**Exercise goal**
Retype, word for word, the lines from the first line of the entries through the line that holds "2px #947252) drop-shadow(0"; leave out the pictures.

**Collected data**
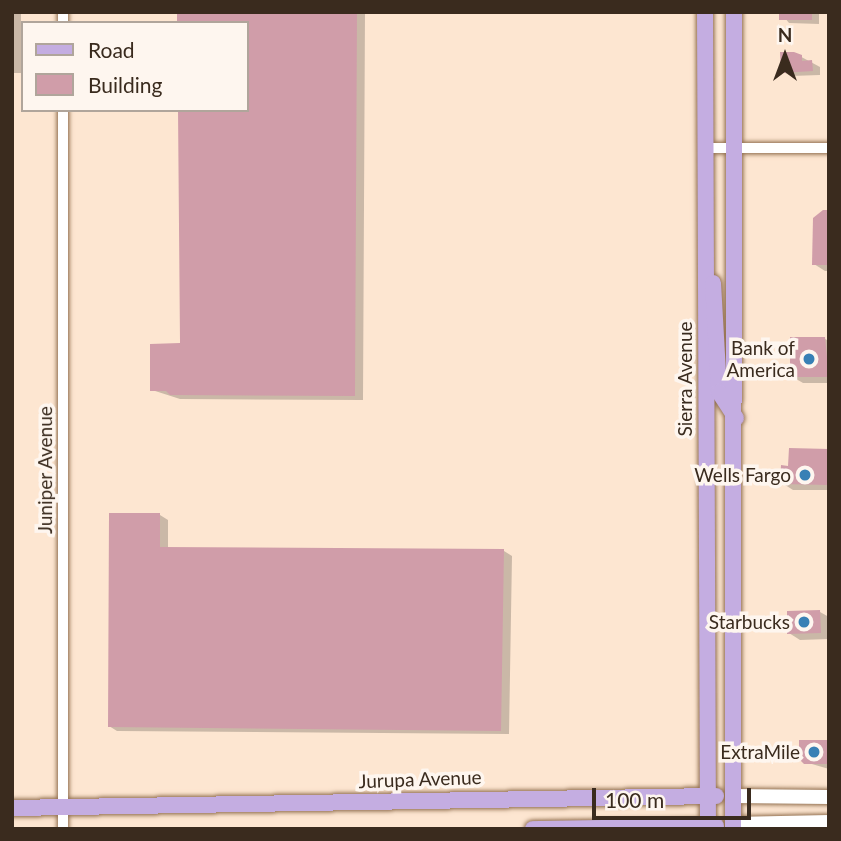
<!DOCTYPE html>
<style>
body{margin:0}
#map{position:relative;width:841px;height:841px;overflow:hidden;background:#fde6d1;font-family:Lato,sans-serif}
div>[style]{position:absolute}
.shadow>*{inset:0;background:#0003}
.building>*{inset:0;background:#d09da9}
.roads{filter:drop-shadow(0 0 2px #947252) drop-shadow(0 0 2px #947252)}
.street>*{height:10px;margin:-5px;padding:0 5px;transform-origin:5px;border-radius:5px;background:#fff}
.secondary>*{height:14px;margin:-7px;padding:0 7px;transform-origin:7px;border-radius:7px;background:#fff}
.primary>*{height:16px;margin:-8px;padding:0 8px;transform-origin:8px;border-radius:8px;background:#c4ade1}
.dots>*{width:19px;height:19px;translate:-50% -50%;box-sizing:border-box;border:4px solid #fef6ef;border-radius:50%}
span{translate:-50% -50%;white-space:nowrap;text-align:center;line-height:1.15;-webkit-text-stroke:7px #fef6ef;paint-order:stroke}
.poi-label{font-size:19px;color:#3a2b1e}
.right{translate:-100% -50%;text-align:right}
.street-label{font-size:19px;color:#3a2b1e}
.frame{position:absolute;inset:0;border:14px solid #3a2b1e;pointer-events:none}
.legend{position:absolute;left:21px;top:21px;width:228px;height:91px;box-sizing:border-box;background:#fef6ef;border:2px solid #b0a59b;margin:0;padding:9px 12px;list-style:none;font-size:21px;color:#3a2b1e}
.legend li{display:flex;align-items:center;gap:14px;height:35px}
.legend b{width:35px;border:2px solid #b0a59b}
.north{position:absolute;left:750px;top:21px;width:70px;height:70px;-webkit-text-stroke:5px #fef6ef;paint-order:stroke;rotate:0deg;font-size:19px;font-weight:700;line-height:28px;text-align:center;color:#3a2b1e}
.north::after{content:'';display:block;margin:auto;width:24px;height:32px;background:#3a2b1e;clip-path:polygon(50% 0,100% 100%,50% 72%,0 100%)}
.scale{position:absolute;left:592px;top:788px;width:159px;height:32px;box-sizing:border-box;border:4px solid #3a2b1e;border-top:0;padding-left:9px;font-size:21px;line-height:24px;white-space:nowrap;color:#3a2b1e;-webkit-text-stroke:5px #fef6ef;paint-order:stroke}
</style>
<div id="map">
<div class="shadow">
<i style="clip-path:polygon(12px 12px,21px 12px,21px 73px,12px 73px)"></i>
<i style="clip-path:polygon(179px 12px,365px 12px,363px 400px,180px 399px,152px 390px,182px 345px,247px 110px,247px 23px)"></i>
<i style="clip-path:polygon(780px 12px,819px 12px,819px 24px,789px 23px)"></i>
<i style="clip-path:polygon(794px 53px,820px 67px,820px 75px,791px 76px,783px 72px)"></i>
<i style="clip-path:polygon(829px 212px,829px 271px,825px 271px,814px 264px)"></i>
<i style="clip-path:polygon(825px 339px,829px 341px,829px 383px,803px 383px,791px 376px)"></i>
<i style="clip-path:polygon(829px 450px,829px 490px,793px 490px,782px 483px,790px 467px)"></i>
<i style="clip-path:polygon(160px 515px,168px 520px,168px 549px,504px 551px,512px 556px,509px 734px,117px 731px,109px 726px)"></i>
<i style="clip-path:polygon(820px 612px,829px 617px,829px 639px,800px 640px,789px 633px)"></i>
<i style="clip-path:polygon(829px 742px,829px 769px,805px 762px)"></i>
</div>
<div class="building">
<i style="clip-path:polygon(177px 12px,357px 12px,355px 396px,170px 395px,166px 391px,150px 391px,150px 344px,180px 343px,178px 110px,247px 110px,247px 23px,177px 23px)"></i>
<i style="clip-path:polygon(779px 12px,812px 12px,812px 20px,779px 20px)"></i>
<i style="clip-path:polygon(780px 52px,794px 52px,802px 55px,802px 61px,812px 60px,813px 71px,781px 73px)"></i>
<i style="clip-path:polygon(823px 210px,829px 210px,829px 265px,812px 265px,813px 218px)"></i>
<i style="clip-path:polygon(790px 337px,825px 337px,829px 377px,790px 377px)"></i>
<i style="clip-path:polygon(789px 448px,829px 449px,829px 485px,780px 484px,781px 465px,788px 466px)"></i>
<i style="clip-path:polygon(109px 513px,160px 513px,160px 547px,504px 549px,501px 731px,108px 727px)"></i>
<i style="clip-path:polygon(820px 610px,821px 633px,787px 634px,787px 611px)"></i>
<i style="clip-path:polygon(799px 740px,829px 740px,829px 764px,804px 764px,799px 759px)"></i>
</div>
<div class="roads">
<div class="street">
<i style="left:63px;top:12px;width:11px;rotate:90deg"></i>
<i style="left:63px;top:110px;width:719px;rotate:90deg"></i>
<i style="left:706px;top:148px;width:123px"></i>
</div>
<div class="secondary">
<i style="left:733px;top:796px;width:96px;rotate:0.6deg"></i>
<i style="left:732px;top:824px;width:97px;rotate:-1.2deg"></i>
</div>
<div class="primary">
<i style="left:705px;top:12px;width:817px;rotate:89.79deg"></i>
<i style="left:713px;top:283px;width:109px;rotate:86.8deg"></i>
<i style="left:719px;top:392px;width:31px;rotate:57deg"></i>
<i style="left:12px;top:808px;width:704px;rotate:-0.98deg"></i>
<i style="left:533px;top:829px;width:183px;rotate:-0.9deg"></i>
<i style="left:733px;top:829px;width:817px;rotate:-89.93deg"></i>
</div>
</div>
<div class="dots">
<i style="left:809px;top:359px;background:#3880b5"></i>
<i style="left:805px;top:475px;background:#3880b5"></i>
<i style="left:804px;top:622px;background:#3880b5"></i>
<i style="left:814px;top:752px;background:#3880b5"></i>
</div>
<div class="poi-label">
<span class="right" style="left:795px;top:359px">Bank of<br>America</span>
<span class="right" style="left:791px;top:475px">Wells Fargo</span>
<span class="right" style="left:790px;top:622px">Starbucks</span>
<span class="right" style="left:800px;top:752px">ExtraMile</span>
</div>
<div class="street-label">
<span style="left:685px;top:379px;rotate:-90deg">Sierra Avenue</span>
<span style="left:45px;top:470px;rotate:-90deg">Juniper Avenue</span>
<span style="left:420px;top:779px;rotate:-2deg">Jurupa Avenue</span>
</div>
<div class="frame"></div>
<ul class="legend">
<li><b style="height:9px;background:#c4ade1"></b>Road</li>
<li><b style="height:19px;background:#d09da9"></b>Building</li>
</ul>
<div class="north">N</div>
<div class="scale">100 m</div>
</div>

**Solution to this problem**
<!DOCTYPE html>
<style>
body{margin:0}
#map{position:relative;width:841px;height:841px;overflow:hidden;background:#fde6d1;font-family:Lato,sans-serif}
div>[style]{position:absolute}
.shadow>*{inset:0;background:#0003}
.building>*{inset:0;background:#d09da9}
.roads{filter:drop-shadow(0 0 2px #947252) drop-shadow(0 0 2px #947252)}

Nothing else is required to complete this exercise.